Directions —
Copy all the entries below exactly, but not the pictures.

----- The data

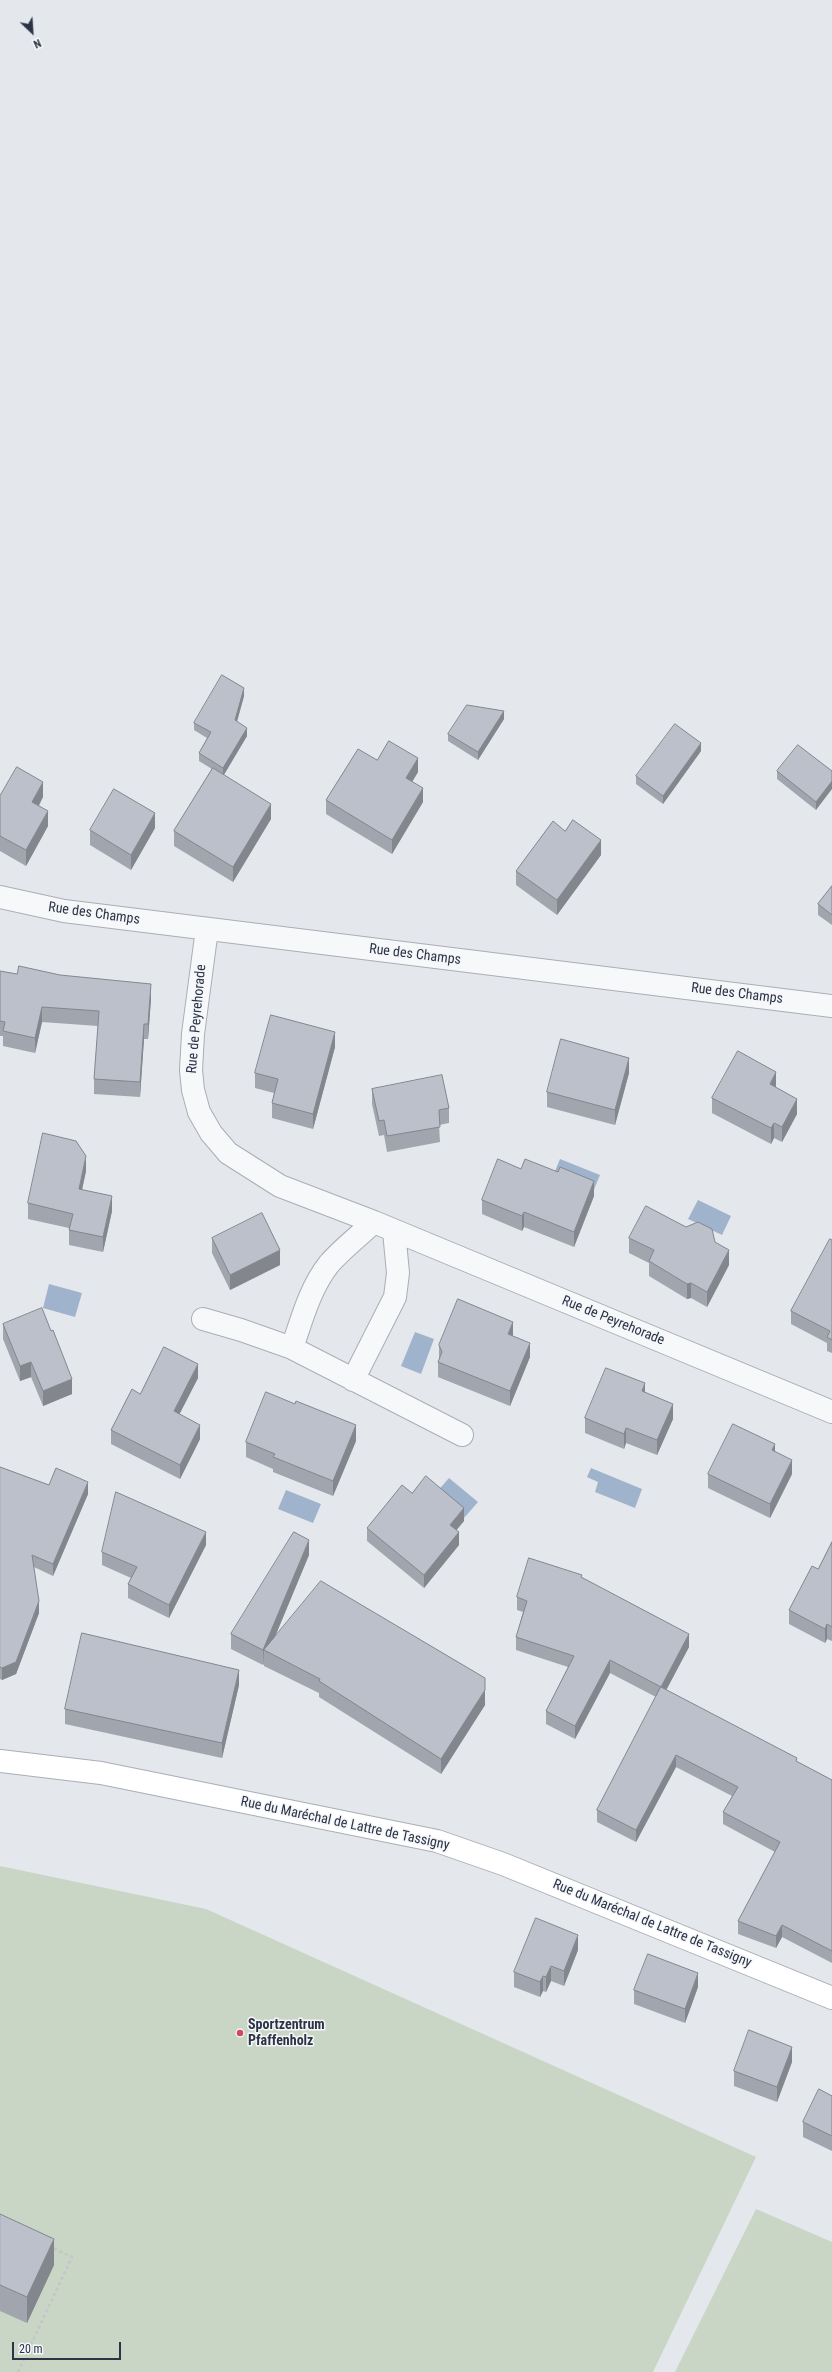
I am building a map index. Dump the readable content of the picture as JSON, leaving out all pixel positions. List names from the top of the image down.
{
  "streets": {
    "main road": ["Rue du Maréchal de Lattre de Tassigny"],
    "street": ["Rue des Champs", "Rue de Peyrehorade"]
  },
  "crossings": [
    ["Rue des Champs", "Rue de Peyrehorade"]
  ],
  "places": ["Sportzentrum Pfaffenholz"],
  "scale_bar": "20 m",
  "north": "bottom right"
}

----------

Response box —
I am building a map index. Dump the readable content of the picture as JSON, leaving out all pixel positions. List names from the top of the image down.
{
  "streets": {
    "main road": ["Rue du Maréchal de Lattre de Tassigny"],
    "street": ["Rue des Champs", "Rue de Peyrehorade"]
  },
  "crossings": [
    ["Rue des Champs", "Rue de Peyrehorade"]
  ],
  "places": ["Sportzentrum Pfaffenholz"],
  "scale_bar": "20 m",
  "north": "bottom right"
}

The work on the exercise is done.